[ACTIVITY] Scan the entries that follow for the word "river", then report every line in which it appears.

SUPPLIED ENTRIES below:

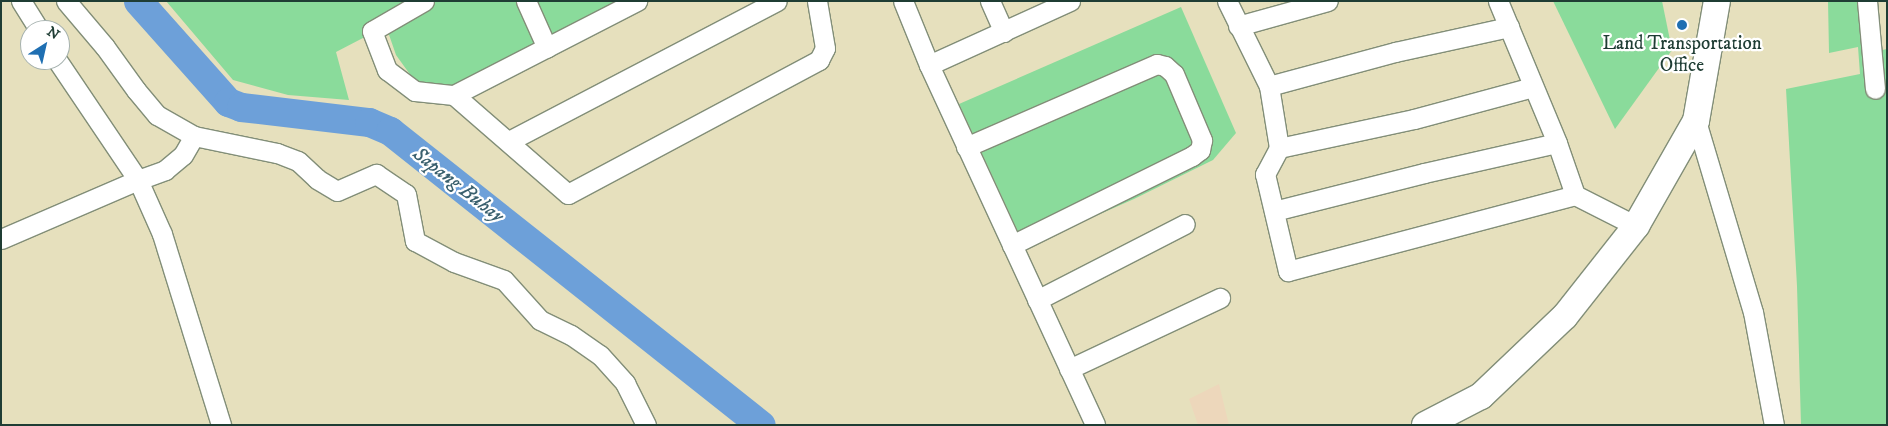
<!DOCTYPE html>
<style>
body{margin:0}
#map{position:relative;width:1888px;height:426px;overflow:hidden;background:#e6e0bd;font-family:"IM FELL DW Pica",serif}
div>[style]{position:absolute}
.built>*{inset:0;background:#edd7bb}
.green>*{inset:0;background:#8adb9b}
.river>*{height:29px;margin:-14.5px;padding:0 14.5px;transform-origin:14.5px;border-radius:14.5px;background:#6da0d9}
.roads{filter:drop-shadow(1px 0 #828e78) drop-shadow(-1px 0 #828e78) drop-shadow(0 1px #828e78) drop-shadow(0 -1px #828e78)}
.street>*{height:19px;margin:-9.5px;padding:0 9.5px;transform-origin:9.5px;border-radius:9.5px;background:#fff}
.secondary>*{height:26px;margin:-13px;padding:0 13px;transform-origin:13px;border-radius:13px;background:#fff}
.dots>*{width:14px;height:14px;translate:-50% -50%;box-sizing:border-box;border:2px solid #fff;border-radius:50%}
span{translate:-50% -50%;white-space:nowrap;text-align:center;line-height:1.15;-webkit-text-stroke:4.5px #fff;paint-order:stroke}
.poi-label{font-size:19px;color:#1f3d34}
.water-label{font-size:20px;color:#3a606e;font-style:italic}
.frame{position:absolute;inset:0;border:2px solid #1f3d34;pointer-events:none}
.north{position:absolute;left:20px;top:20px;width:50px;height:50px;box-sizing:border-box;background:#fff;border:1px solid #a5b1ae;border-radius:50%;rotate:35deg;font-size:14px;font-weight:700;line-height:20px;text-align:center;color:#1f3d34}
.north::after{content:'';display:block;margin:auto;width:18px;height:22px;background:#1f6fb2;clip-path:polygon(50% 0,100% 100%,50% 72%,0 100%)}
</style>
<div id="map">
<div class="built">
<div style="clip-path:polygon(1219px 384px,1229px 425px,1198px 425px,1189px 399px)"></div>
</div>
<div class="green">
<div style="clip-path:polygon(166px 1px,632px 1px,453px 92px,414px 80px,396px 55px,386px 26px,336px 52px,349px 100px,288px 95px,233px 80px)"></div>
<div style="clip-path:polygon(1553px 1px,1662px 1px,1672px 50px,1615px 129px)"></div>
<div style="clip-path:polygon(1828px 1px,1873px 1px,1878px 51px,1887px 49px,1887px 425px,1801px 425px,1797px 286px,1786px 89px,1860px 74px,1858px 47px,1829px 53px)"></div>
<div style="clip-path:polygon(1181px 7px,1236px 133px,1213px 160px,1134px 199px,1025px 247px,959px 104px)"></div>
</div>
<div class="river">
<div style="left:138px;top:1px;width:135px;rotate:48.3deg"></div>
<div style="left:228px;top:102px;width:14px;rotate:21deg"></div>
<div style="left:241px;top:107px;width:129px;rotate:6.7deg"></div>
<div style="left:369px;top:122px;width:23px;rotate:23deg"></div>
<div style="left:390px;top:131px;width:473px;rotate:38.4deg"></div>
</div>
<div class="roads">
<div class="street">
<div style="left:21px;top:1px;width:34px;rotate:58deg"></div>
<div style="left:66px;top:1px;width:60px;rotate:49.7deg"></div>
<div style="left:105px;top:47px;width:53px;rotate:54.2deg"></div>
<div style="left:136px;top:90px;width:33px;rotate:50deg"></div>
<div style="left:157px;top:115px;width:43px;rotate:29.6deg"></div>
<div style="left:194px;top:136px;width:85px;rotate:11.6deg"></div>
<div style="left:277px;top:153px;width:22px;rotate:21deg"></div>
<div style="left:298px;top:161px;width:26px;rotate:43deg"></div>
<div style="left:317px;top:179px;width:23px;rotate:31deg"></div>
<div style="left:337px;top:191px;width:43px;rotate:-23.6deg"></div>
<div style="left:376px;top:174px;width:36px;rotate:34deg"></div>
<div style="left:406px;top:194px;width:48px;rotate:79.2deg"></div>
<div style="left:415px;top:241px;width:44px;rotate:28.3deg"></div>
<div style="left:454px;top:262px;width:53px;rotate:19.8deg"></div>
<div style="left:504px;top:280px;width:54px;rotate:48deg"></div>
<div style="left:540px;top:320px;width:34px;rotate:26deg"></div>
<div style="left:571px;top:335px;width:35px;rotate:35deg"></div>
<div style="left:600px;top:355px;width:38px;rotate:48deg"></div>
<div style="left:625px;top:383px;width:47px;rotate:63.4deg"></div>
<div style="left:424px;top:1px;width:60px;rotate:150deg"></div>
<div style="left:372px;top:31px;width:42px;rotate:69deg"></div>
<div style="left:387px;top:70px;width:35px;rotate:37deg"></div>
<div style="left:415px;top:91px;width:39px;rotate:6deg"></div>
<div style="left:454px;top:95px;width:151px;rotate:41deg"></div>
<div style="left:568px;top:194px;width:285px;rotate:-28.1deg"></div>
<div style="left:819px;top:60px;width:13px;rotate:-63deg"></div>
<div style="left:825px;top:48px;width:48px;rotate:-99.7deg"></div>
<div style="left:526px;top:1px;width:51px;rotate:65.9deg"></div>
<div style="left:903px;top:1px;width:69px;rotate:67.9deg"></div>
<div style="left:929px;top:65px;width:396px;rotate:65.2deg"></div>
<div style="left:990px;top:1px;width:34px;rotate:66deg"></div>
<div style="left:1227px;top:1px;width:95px;rotate:63.7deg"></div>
<div style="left:1269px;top:86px;width:63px;rotate:80.8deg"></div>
<div style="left:1279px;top:148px;width:30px;rotate:118deg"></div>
<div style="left:1265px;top:174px;width:100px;rotate:76.7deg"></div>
<div style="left:1288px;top:271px;width:297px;rotate:-14.8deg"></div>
<div style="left:1575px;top:195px;width:68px;rotate:26.9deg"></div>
<div style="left:1498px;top:1px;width:154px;rotate:67.4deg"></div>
<div style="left:1557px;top:143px;width:55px;rotate:70.9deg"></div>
<div style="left:1867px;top:1px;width:88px;rotate:84.8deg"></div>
<div style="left:1238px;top:26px;width:93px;rotate:-15.5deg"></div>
<div style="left:57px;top:60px;width:145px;rotate:56deg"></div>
<div style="left:138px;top:180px;width:59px;rotate:66deg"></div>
<div style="left:162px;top:234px;width:200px;rotate:72.8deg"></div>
<div style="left:929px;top:65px;width:155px;rotate:-24.4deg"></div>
<div style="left:1269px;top:86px;width:131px;rotate:-15.1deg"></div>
<div style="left:1395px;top:52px;width:117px;rotate:-12.4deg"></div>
<div style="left:454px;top:95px;width:206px;rotate:-27.2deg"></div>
<div style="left:1696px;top:121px;width:199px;rotate:73.4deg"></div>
<div style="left:1753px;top:312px;width:115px;rotate:79.5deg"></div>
<div style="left:509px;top:141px;width:302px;rotate:-27.6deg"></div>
<div style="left:966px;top:147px;width:208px;rotate:-23.5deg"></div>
<div style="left:1157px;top:64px;width:8px;rotate:14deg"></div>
<div style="left:1165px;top:66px;width:12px;rotate:42deg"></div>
<div style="left:1174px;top:74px;width:72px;rotate:67deg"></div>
<div style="left:1202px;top:140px;width:10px;rotate:101deg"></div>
<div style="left:1200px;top:150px;width:10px;rotate:143deg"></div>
<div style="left:1192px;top:156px;width:201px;rotate:153.7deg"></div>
<div style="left:1279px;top:148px;width:138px;rotate:-12.1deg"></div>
<div style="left:1414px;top:119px;width:123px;rotate:-15.1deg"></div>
<div style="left:1274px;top:211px;width:155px;rotate:-14.2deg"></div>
<div style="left:1424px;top:173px;width:136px;rotate:-12.7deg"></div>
<div style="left:1px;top:239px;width:149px;rotate:-23.3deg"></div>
<div style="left:138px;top:180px;width:29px;rotate:-20deg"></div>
<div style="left:165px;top:170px;width:23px;rotate:-40deg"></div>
<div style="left:183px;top:155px;width:22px;rotate:-60deg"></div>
<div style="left:1037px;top:300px;width:166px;rotate:-27.2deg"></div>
<div style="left:1069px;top:369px;width:167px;rotate:-25.2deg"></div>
</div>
<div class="secondary">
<div style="left:1425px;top:425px;width:63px;rotate:-27.4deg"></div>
<div style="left:1481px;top:396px;width:116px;rotate:-43.6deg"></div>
<div style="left:1565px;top:316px;width:115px;rotate:-51.7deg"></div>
<div style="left:1636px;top:226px;width:121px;rotate:-60.3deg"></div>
<div style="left:1696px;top:121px;width:122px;rotate:-80.1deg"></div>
</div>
</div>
<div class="dots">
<div style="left:1682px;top:25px;background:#1f6fb2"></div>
</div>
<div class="poi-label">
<span style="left:1682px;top:55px">Land Transportation<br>Office</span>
</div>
<div class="water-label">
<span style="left:458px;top:185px;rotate:38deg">Sapang Buhay</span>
</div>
<div class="frame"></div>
<div class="north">N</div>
</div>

End of SUPPLIED ENTRIES.

[SOLUTION FOR THIS EXERCISE]
.river>*{height:29px;margin:-14.5px;padding:0 14.5px;transform-origin:14.5px;border-radius:14.5px;background:#6da0d9}
<div class="river">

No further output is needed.